The path towards decentralized moderation
The challenge with moderation in digital communication is that disrupting communication often scales better than individual blocking.
In the Freenet Project (where centralized moderation simply is no option) the answer was to propagate blocking between users in a transparent way. That way blocking disruptors scales better than disrupting.

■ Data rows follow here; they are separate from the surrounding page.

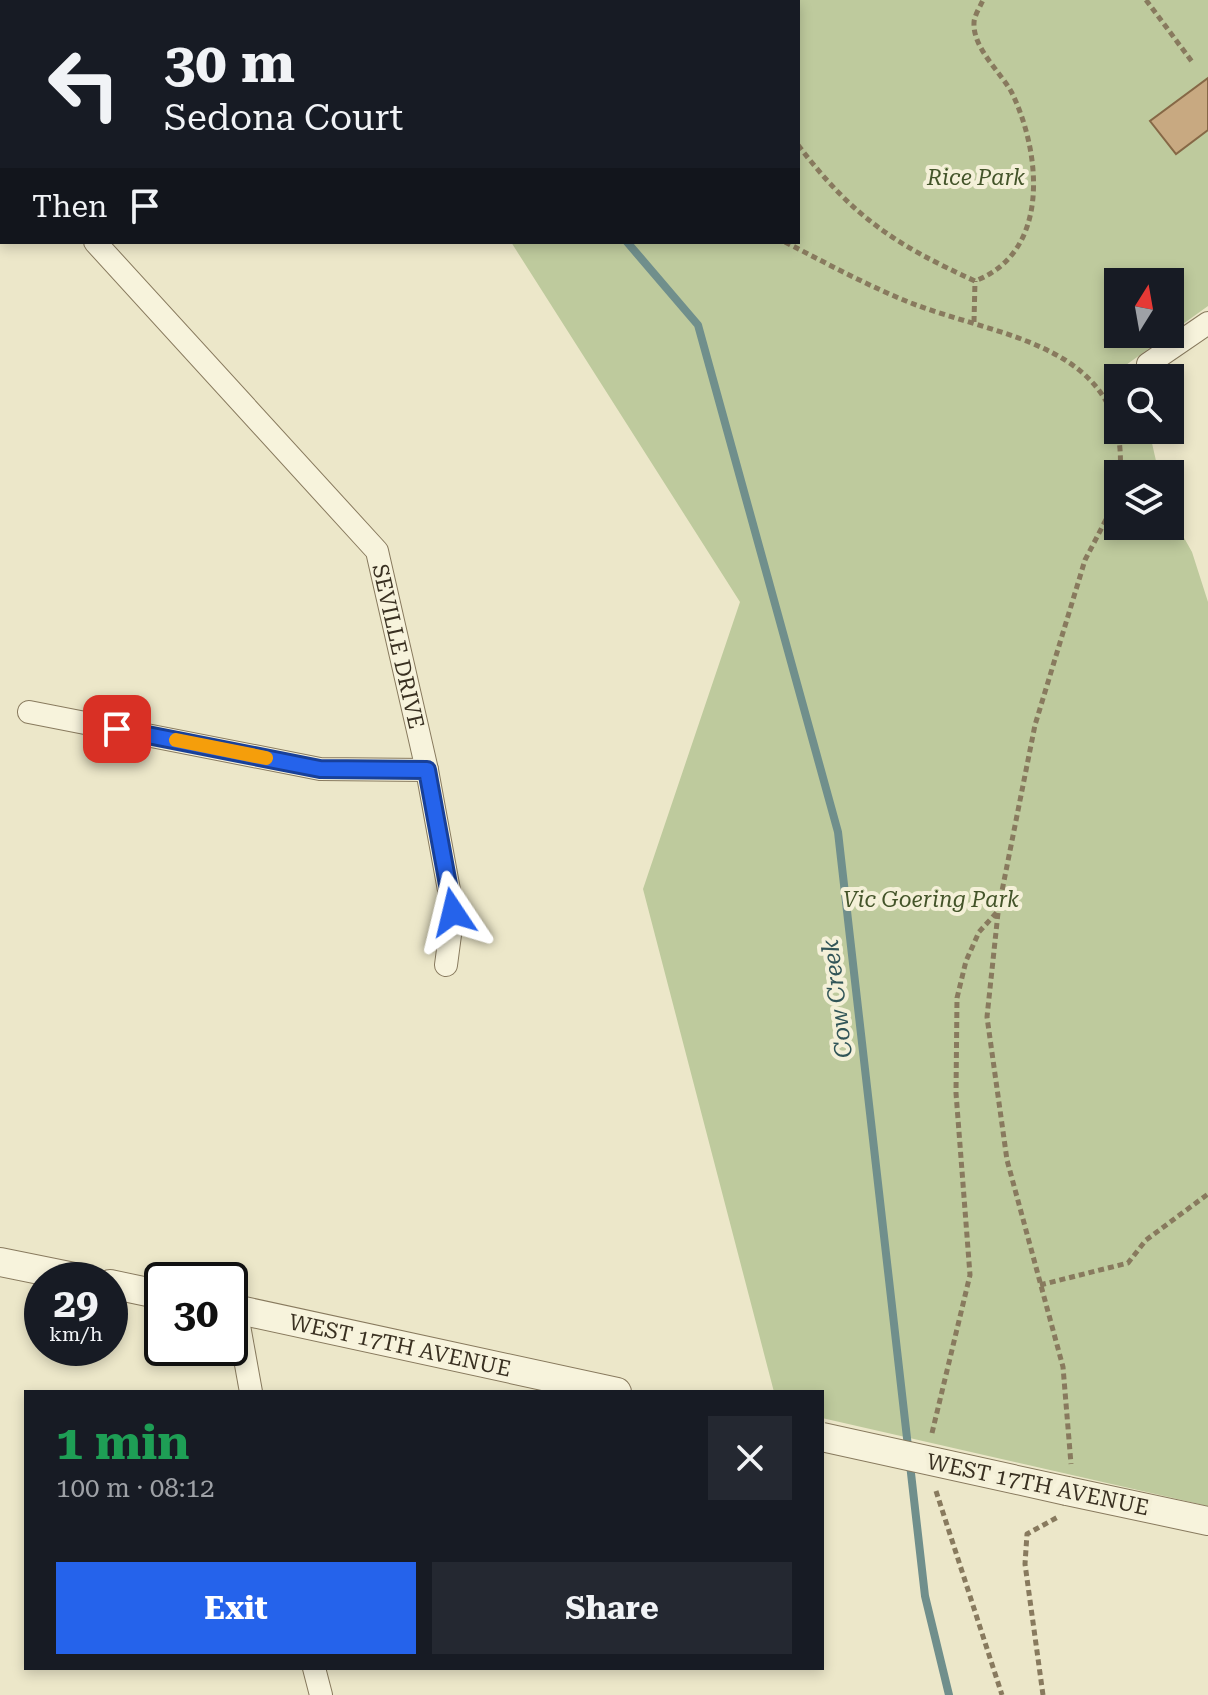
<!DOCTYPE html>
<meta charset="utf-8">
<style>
body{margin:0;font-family:"Roboto Serif",serif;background:#242831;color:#f1f3f6;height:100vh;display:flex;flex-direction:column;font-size:30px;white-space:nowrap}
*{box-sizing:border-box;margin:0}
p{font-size:26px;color:#9ea1a6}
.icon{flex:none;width:44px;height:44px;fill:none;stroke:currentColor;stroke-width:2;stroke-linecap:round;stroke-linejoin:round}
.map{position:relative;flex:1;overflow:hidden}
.details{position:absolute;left:24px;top:1390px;width:800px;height:280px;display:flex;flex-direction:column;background:#171b24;border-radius:0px;box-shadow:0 4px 12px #0003}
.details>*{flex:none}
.hud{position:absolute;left:0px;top:0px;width:800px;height:244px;box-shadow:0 4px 12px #0003;background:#171b24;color:#f1f3f6;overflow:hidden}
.needle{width:52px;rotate:11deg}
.fabs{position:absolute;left:1104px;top:268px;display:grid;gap:16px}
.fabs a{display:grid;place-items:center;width:80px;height:80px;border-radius:0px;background:#171b24;box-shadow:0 4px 12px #0003;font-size:40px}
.speed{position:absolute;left:24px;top:1262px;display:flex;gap:16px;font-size:40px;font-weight:700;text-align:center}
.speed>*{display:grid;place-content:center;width:104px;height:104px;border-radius:50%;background:#171b24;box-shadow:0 4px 12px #0003;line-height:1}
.speed small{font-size:20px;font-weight:400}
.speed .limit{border:4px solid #111;border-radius:12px;background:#fff;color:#111}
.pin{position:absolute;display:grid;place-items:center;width:68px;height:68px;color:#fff;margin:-34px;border-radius:16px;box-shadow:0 4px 12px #0006}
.me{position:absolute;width:88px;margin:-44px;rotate:350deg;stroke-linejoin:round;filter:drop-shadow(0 0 6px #0008)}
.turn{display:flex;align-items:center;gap:28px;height:168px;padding:0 32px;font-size:36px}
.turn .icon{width:104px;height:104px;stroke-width:2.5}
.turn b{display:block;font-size:56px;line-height:68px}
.then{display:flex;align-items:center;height:76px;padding:0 32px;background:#0003;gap:16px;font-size:30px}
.round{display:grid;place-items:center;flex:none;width:84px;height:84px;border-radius:0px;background:#242831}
.overview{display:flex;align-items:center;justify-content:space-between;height:136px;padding:0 32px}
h1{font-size:48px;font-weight:700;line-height:60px;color:#1e9e55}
.button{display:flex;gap:16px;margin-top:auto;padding:16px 32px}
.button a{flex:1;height:92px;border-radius:0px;background:#2563eb;color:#fff;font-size:32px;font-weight:700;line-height:92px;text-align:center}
.button a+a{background:#242831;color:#f1f3f6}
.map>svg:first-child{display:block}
.green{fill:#beca9d;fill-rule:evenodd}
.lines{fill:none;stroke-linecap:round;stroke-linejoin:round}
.stream{stroke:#708f8c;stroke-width:8}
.building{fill:#c8a981;stroke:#866846;stroke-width:2}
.minor-casing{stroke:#887a5e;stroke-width:24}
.tertiary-casing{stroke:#887a5e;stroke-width:30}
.path{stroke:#887a5e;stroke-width:5;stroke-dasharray:6 4;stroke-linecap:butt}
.minor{stroke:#f7f3dc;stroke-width:22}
.tertiary{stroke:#f7f3dc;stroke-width:28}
.tertiary-bridge-casing{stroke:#887a5e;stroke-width:30;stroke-linecap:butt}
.tertiary-bridge{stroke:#f7f3dc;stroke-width:28}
.route-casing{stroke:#184099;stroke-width:20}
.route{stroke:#2563eb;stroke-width:14}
.slow{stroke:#f59e0b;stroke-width:14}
.labels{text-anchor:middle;stroke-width:8;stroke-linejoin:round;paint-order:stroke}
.park-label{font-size:22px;font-style:italic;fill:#435429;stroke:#f4f0d8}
.street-label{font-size:22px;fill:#393021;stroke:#f4f0d8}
.water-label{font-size:24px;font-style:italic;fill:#315558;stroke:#f4f0d8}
</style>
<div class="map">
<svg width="1208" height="1695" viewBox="0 0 1208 1695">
<rect width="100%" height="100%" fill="#ece7c9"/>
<path class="green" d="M 357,0 L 1208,0 L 1208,306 L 1126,365 L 1131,378 L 1118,378 L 1118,430 L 1149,430 L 1159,474 L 1118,474 L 1118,526 L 1170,526 L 1170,513 L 1192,552 L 1208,602 L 1208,1506 L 822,1418 L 822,1392 L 774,1392 L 643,889 L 740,602 L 511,242 L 798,242 L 798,2 ZM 1118,282 L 1170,282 L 1170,334 L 1118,334 Z"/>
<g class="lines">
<g class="stream">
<polyline points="422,0 424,2"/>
<polyline points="627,242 698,325 838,832 925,1596 949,1695"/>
</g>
</g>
<polygon class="building" points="1208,78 1208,130 1176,154 1150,121"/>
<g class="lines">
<g class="minor-casing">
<g id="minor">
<polyline points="0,194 2,195"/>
<path id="s1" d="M 95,242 L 377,551 L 427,770 L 453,912 L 446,965"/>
<polyline points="1148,364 1208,323"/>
<polyline points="29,712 320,769 427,770"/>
<polyline points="236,1309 251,1392"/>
<polyline points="314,1668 321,1695"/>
</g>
</g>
<g class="tertiary-casing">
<g id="tertiary">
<polyline points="0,1262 89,1280"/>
<polyline points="110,1284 162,1295"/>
<path id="s2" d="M 230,1308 L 617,1392"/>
<polyline points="1067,1491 1208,1521"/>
</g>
</g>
<g class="path">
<polyline points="568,0 570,2"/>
<polyline points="631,0 635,2"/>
<polyline points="1146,0 1193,63"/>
<path d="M 798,145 C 853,217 894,244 975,281 C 1051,252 1041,153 1012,93 C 1001,72 973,49 974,23 C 974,16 980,7 983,0"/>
<path d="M 785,242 C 826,263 868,286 911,303 C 1001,338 1129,344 1120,474"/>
<polyline points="974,322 975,281"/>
<polyline points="998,913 987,1017 1007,1160 1063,1367 1071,1464"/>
<polyline points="1040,1285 1128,1263 1146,1240 1208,1194"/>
<polyline points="932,1433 970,1275 956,1093 957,998 966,961 979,932 998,911 1035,725 1085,560 1111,510 1118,486"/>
<polyline points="936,1491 1002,1695"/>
<polyline points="1043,1695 1025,1564 1027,1534 1058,1517"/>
</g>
<use href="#minor" class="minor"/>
<use href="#tertiary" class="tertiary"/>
<g class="tertiary-bridge-casing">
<polyline id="tertiary-bridge" points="822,1437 1067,1491"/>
</g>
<use href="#tertiary-bridge" class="tertiary-bridge"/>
</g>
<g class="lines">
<g class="route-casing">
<polyline id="route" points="117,729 320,769 427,770 453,912"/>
</g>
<use href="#route" class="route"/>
<polyline class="slow" points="176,740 266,758"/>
</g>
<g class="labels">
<g class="park-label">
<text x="976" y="185">Rice Park</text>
<text x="931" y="907">Vic Goering Park</text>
</g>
<g class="street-label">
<text dy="8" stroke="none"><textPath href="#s1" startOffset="516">SEVILLE DRIVE</textPath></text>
<text dy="8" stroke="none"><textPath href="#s2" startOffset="174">WEST 17TH AVENUE</textPath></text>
<text transform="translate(1038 1484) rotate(12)" y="8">WEST 17TH AVENUE</text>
</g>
<g class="water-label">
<text transform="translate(837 999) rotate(-97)" y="8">Cow Creek</text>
</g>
</g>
</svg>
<div class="fabs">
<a><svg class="needle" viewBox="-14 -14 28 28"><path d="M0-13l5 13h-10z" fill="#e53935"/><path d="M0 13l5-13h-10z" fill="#9ea1a6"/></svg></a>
<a><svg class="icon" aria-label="search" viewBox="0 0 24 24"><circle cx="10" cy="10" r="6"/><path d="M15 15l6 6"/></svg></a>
<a><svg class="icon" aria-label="layers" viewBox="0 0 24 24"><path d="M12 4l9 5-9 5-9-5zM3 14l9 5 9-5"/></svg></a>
</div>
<div class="speed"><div>29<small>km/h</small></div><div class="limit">30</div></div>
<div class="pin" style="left:117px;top:729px;background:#d93025"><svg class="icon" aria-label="arrive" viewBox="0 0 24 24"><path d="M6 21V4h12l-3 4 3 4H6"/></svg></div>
<svg class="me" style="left:453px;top:912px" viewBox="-20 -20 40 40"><path d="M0-17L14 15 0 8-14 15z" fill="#2563eb" stroke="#fff" stroke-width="4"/></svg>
<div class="hud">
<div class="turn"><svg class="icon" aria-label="left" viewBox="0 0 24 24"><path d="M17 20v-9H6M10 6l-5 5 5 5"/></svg><div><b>30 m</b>Sedona Court</div></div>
<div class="then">Then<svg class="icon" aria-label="arrive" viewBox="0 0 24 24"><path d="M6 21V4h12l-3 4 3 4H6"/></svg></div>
</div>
<section class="details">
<div class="overview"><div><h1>1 min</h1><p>100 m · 08:12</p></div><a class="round"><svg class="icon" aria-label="close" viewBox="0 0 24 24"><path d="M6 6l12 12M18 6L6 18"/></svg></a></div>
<div class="button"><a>Exit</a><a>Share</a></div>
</section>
</div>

For more info see: The Freenet Web of Trust keeps communication friendly with actual anonymity
If you want to try this, there are three steps:
- First the current state in Freenet: OadSFfF-version1.2-non-print-edition.pdf
- Then the optimizations needed so this scales to arbitrary size: deterministic-load-decentralized-spam-filter
- Finally some starting code of a more generic prototype for faster testing: hg.sr.ht/~arnebab/wispwot
Also here’s some data of the real world communication structure within Freenet that should be useful if you want to test algorithms: The_Freenet_social_trust_graph_extracted_from_the_Web_of_Trust
(the prototype implementation is built in a way that would be suitable for federation, because it can work with a shared database that only has different entry points to get your personal view of the trust-graph. It is far from finished, though)
I hope this helps you tackle these issues, because global-scale moderation without centralized control is one of the huge tasks ahead of us — a task that was mostly ignored in the Clearnet (there were underpaid moderators to burn out after all) but tackled within the Freenet Project more than a decade ago.
I wrote this as a reply to an article about decentralized moderation.